Sealing joint in diaphragms formed by concrete panels cast in situ and a process for building said diaphragms

Abstract

 A sealing joint in diaphragms formed by concrete panels cast in situ particularly useful for the preliminary operations of foundation works. The joint comprises two separate members (1) that can be sealingly coupled and occupy only the outmost portion of the associated adjoining panels (10) so that the connection members are located in correspondence of the junction surface between two adjoining panels. The first joint member is located into the excavation through a supporting and positioning structure (7). It is further disclosed a process by which said panels with such joints can be built.

Description

[0001] The invention relates to a sealing joint which is located in buried walls formed by concrete panels and a to process for building such walls. Such walls are known in the art as diaphragms and are used particularly in the operations preceding the foundation works in case there are required works to support the soil and/or for hydraulic partitions.

[0002] To prevent altering the statics of the soil, it is not possible to dig a single excavation which is as long as the wall to be built in; thus it is preferred to carry out the excavation in a number of steps and to build the wall by means of single panels having a length comprised between 2 and 6 meters, located adjacent one after the other with their minor edges in contact. Depending on the situations one can use either precast panels or panels of reinforced concrete that are built in situ by casting concrete after a reinforcement has been placed in the excavation. More precisely the excavation, and therefore the building of the whole wall can be carried out according to two different techniques: either through successive excavations, that is by digging a first excavation, casting the concrete thereinto, then digging a second excavation adjacent to the former one and casting the concrete thereinto and so on; or by means of alternating excavations, that is digging a first series of excavations arranged along the same direction and spaced among them, and forming in situ a series of primary or main panels therein, and then digging a second series of excavations in the intermediate sections, in which secondary or connecting panels are formed in situ.
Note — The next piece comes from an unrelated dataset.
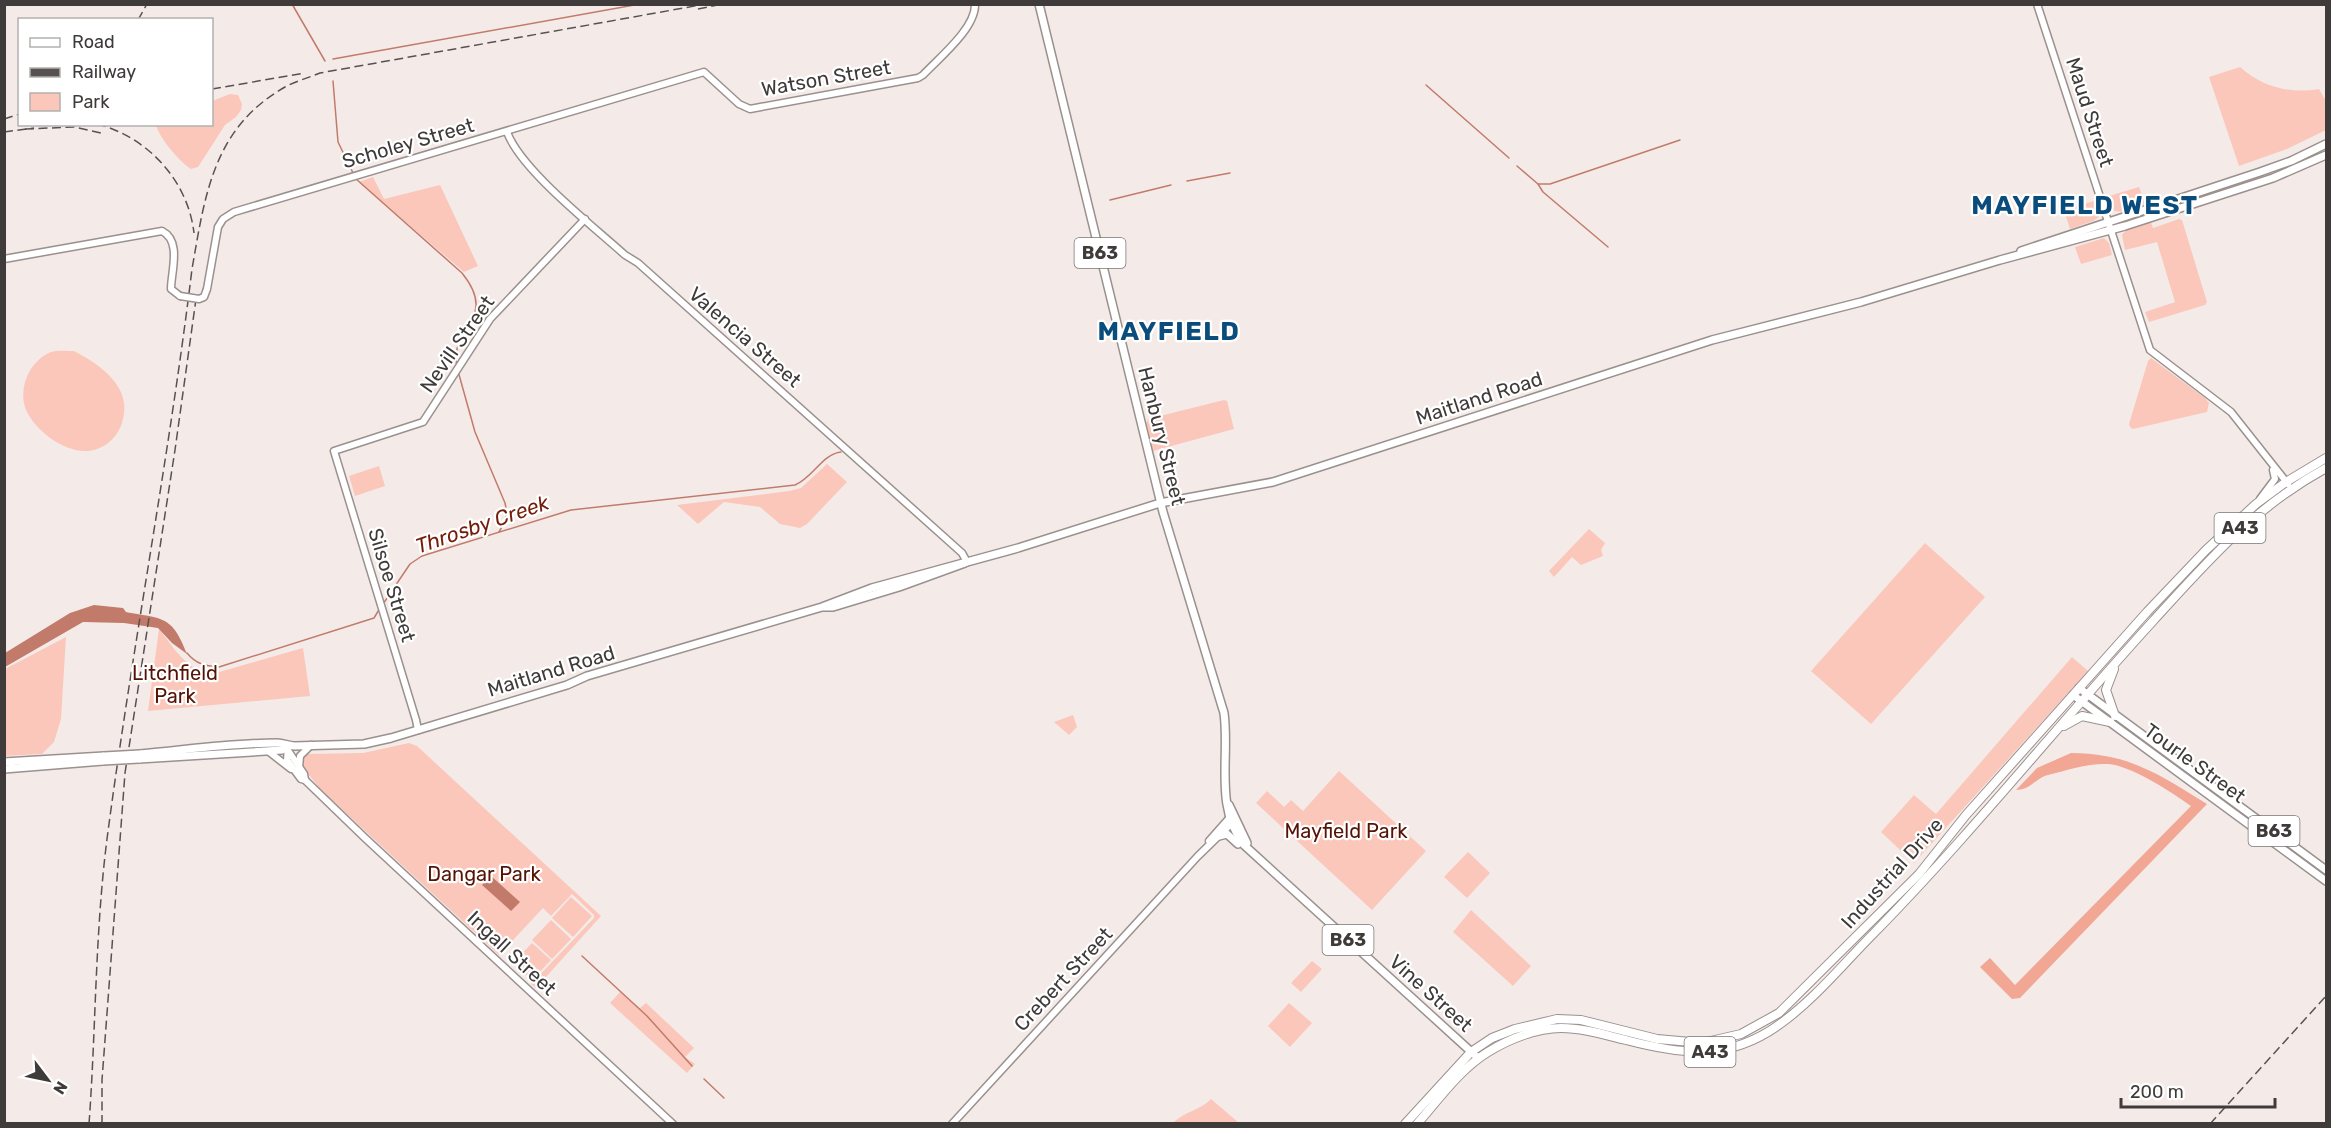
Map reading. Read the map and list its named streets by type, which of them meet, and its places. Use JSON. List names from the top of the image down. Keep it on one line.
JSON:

[0003] Of course the technique of building the whole wall through a number of concrete panels requires that an appreciable continuity of the structure has to be achieved. For obtaining a perfect connection between two adjoining panels there is used a so called guide tube or forming tube which is located at the end of the excavation, in correspondence with the junction surface of the panel connection, before casting the concrete. After casting the concrete, the tube is removed, preferably before the concrete has completely set. Thus the removal of the guide tube leaves a smooth contact surface that will be the junction or connection surface of the adjoining panel. Of course, in case diaphragms are used as a protection against water infiltration, there is further to solve the problem of sealing or rendering waterproof the wall at the discontinuities, i.e. at the panel connections. In order to achieve such sealing there are used so called sealing joints, also known as water-stop devices, which are sheets (or septa) of an elastically deformable material located internally to the walls and extending for the whole height thereof and transversally to the line of junction between adjoining panels and astride this line. The water-stop device is positioned transversally to the direction of water penetration, thus ensuring a hydraulic seal.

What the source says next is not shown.